File name: 70-08-02: Walk like an Elephant and Sitting like a Frog, p. 151 Not Always So, p. 29, (Verbatim) 1 change at 29:55
In Japan, a terrible fire broke out, and some hotel was burned down, and many sightseeing people killed in the fire. And recently in Japan, they had many sightseeing people even to Eiheiji, where monk-- only monks practice our way. Uchiyama Roshi-- Uchiyama Roshi said in his book-- if you open the book, he says recently, “Everything is going like that” [laughs]. Because we have so many sightseeing people, [laughs], so many years of hotels is built as one building after another. So the building is very complicated. So once something happens [laughs], they don't-- it is difficult to figure out which is entrance and which is fire escape [laughs]. [Coughs heavily.] Excuse me.

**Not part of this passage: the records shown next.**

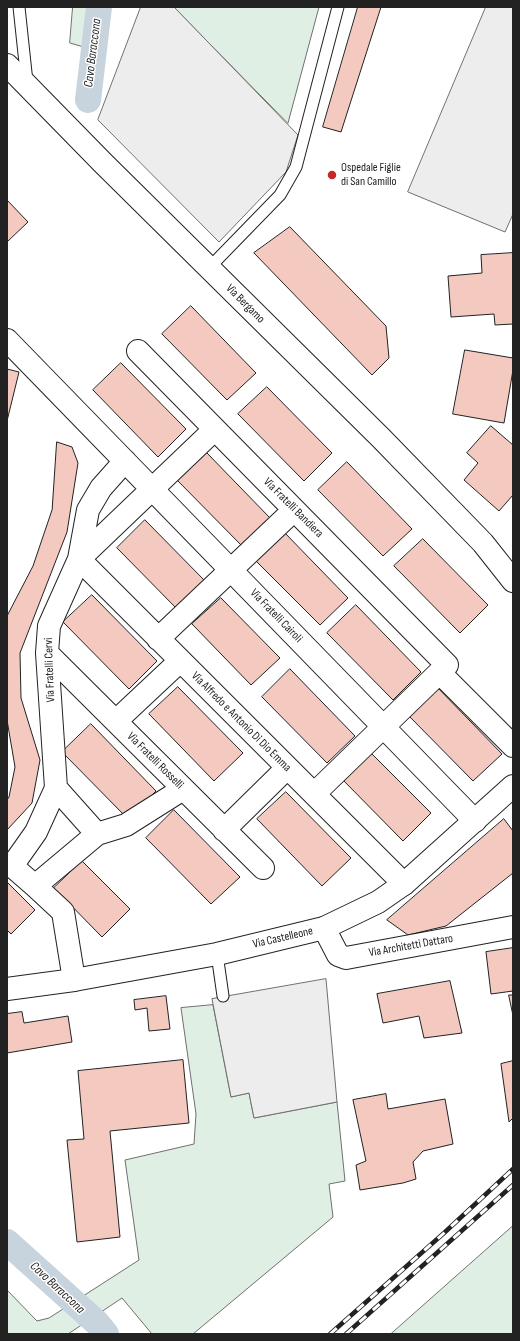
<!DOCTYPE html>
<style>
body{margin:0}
#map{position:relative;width:520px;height:1341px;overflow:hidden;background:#fff;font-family:"Sofia Sans Condensed",sans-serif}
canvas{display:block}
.frame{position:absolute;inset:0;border:8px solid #222;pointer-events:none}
</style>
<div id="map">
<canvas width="520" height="1341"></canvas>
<div class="frame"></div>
</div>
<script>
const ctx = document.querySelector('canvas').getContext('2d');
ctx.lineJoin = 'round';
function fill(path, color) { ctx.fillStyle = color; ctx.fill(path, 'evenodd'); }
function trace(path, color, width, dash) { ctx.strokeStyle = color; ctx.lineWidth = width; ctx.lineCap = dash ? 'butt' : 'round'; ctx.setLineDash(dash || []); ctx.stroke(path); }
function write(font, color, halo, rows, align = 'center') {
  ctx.font = font + ' "Sofia Sans Condensed",sans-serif'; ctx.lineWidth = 3; ctx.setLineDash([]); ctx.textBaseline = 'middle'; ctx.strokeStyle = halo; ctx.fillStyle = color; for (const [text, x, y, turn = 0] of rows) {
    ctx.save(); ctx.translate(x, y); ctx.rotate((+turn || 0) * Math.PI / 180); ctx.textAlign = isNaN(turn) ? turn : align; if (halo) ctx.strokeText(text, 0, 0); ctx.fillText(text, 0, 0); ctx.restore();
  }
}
const green = new Path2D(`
 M 73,7 L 108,7 L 87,48 L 70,43 Z
 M 174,7 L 319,7 L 288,123 Z
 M 213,1005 L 231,1097 L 249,1093 L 254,1118 L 337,1102 L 345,1181 L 329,1184 L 333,1217 L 193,1334 L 152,1334 L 122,1298 L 68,1334 L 7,1334 L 7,1290 L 37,1321 L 49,1318 L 139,1260 L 125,1160 L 194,1144 L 196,1114 L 181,1008 Z
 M 513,1226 L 513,1334 L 391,1334 Z`);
fill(green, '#e0efe3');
trace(green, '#6f6f6f', 1);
const parking = new Path2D(`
 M 141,7 L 174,7 L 298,135 L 286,172 L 219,242 L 98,120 Z
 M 486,7 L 513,7 L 513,214 L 505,232 L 408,192 Z
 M 326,979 L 337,1102 L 254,1118 L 249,1093 L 231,1097 L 212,999 Z`);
fill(parking, '#ededed');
trace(parking, '#6f6f6f', 1);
trace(new Path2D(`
 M 88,100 L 99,7
 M 7,1242 L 97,1323 L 106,1334`), '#c7d3dd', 26);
const building = new Path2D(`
 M 358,7 L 381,7 L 341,132 L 323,127 Z
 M 7,200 L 28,222 L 7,242 Z
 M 290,227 L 386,326 L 389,358 L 372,375 L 254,253 Z
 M 513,253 L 513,324 L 495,325 L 494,314 L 451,317 L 448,276 L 482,273 L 481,255 Z
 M 191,306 L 256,373 L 227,400 L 162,334 Z
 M 465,350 L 513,358 L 513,370 L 504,423 L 453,414 Z
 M 121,363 L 186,429 L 158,457 L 93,390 Z
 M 7,369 L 19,372 L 7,421 Z
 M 267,387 L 332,453 L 304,481 L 238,414 Z
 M 491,426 L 513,445 L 513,495 L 499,511 L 464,480 L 478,463 L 467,453 Z
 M 57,442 L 72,447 L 78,463 L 67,532 L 20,653 L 21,698 L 40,760 L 32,803 L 7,830 L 7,800 L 9,797 L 15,767 L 7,720 L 7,616 L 33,566 L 52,510 Z
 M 206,452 L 271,519 L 242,546 L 177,480 Z
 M 347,462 L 412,529 L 383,556 L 318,490 Z
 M 145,520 L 207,583 L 179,611 L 117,548 Z
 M 283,531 L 348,598 L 320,625 L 254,559 Z
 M 423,539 L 488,605 L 460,633 L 394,566 Z
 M 92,595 L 157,661 L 129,689 L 63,622 Z
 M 221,598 L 280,658 L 251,685 L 192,624 Z
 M 356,605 L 421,672 L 393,700 L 327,633 Z
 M 290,669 L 355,736 L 327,763 L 262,697 Z
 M 178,687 L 243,753 L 214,781 L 149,714 Z
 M 437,687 L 502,754 L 473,781 L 408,715 Z
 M 91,724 L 156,791 L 128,819 L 62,752 Z
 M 369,751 L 431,813 L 403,841 L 341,778 Z
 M 286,792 L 351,858 L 322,886 L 257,819 Z
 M 174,810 L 240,877 L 211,904 L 146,838 Z
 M 504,819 L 513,831 L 513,873 L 446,926 L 408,935 L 387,920 Z
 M 82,861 L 130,909 L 102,937 L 54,888 Z
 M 7,882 L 35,910 L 11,934 L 7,930 Z
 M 513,948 L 513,991 L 491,994 L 486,952 Z
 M 450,981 L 462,1033 L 424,1038 L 419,1016 L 383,1023 L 377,994 Z
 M 509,995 L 513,995 L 513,1015 Z
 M 166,996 L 170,1029 L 149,1031 L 147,1008 L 135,1010 L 134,1000 Z
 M 22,1012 L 24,1023 L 68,1016 L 72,1042 L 7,1053 L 7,1014 Z
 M 183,1060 L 189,1123 L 110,1131 L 120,1237 L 77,1242 L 67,1140 L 84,1139 L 78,1071 Z
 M 513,1061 L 513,1118 L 509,1122 L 501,1064 Z
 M 386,1094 L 388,1109 L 445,1099 L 453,1144 L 423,1151 L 413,1162 L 416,1179 L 403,1183 L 360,1190 L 356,1165 L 366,1161 L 353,1100 Z`);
fill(building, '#f3c9c0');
trace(building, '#222', 1);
const lane = new Path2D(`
 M 19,7 L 27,82
 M 209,268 L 280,195 L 296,167 L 338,7
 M 217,954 L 223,996`);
const street = new Path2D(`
 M 7,340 L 475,821
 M 138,351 L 447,665 L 314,794
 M 125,461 L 101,488 L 88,510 L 79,559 L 49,626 L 47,653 L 56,788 L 36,832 L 12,866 L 35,886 L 97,834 L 126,825 L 183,789
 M 79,559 L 404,884
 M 79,559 L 215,429
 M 158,639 L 294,510
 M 47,653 L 263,868
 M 440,673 L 513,746
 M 116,721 L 180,661
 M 56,788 L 97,834
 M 224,830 L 287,768
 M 35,886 L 63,912 L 74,980
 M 324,928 L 338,955 L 346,958 L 513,927`);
const secondary = new Path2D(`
 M 7,65 L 103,163 L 381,438 L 483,543 L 513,581
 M 7,989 L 74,980 L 217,954 L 324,928 L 378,902 L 404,884 L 513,786`);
trace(lane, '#222', 13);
trace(street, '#222', 24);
trace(secondary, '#222', 24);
trace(lane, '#fff', 11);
trace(street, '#fff', 22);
trace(secondary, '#fff', 22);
const rail = new Path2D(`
 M 330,1334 L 444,1233 L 513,1169
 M 346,1334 L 513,1185`);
trace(rail, '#222', 4.5);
trace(rail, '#fff', 3, [9]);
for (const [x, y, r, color] of [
 [332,175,5,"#c62828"]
]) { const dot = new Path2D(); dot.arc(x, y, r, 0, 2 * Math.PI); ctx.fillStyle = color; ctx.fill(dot); trace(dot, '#fff', 1.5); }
write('12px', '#222', '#fff', [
 ["Ospedale Figlie",341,168],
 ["di San Camillo",341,182]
], 'left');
write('12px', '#222', '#fff', [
 ["Via Bergamo",245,304,45],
 ["Via Fratelli Bandiera",293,508,45],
 ["Via Fratelli Cairoli",276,616,46],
 ["Via Fratelli Cervi",50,670,-92],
 ["Via Alfredo e Antonio Di Dio Emma",241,722,45],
 ["Via Fratelli Rosselli",155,761,45],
 ["Via Castelleone",283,938,-13],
 ["Via Architetti Dattaro",411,946,-10]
]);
write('italic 13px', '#222', '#fff', [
 ["Cavo Baraccona",93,53,-83],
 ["Cavo Baraccona",57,1288,43]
]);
</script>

I am very much interested in Uchiyama Roshi's remark, and it-- it is something like that happening to us too [laughs]. Zen Center become bigger and bigger [laughs], and people-- students who come here will find it very difficult which is entrance and which is fire escape [laughs]. I, you know, I thought maybe he is teasing me [laughs]. But what he said is very true, I think. The world situation is something like that.
But we should know, you know, the right entrance for zendo. Dogen Zenji says in Shobogenzo, right entrance for the Buddha hall is zazen. Zazen practice is right entrance. So everyone should, you know, enter the big right-- from the big wide entrance. Because no-- no Buddhist-- there is no Buddhist who does not practice zazen. So all the teaching comes out from zazen, and what we obtain by practice of zazen is transmitted mind from Buddha to us. So when we practice zazen, all the treasures transmitted to us will come out from our transmitted mind. And how to open up our transmitted mind is practice of zazen.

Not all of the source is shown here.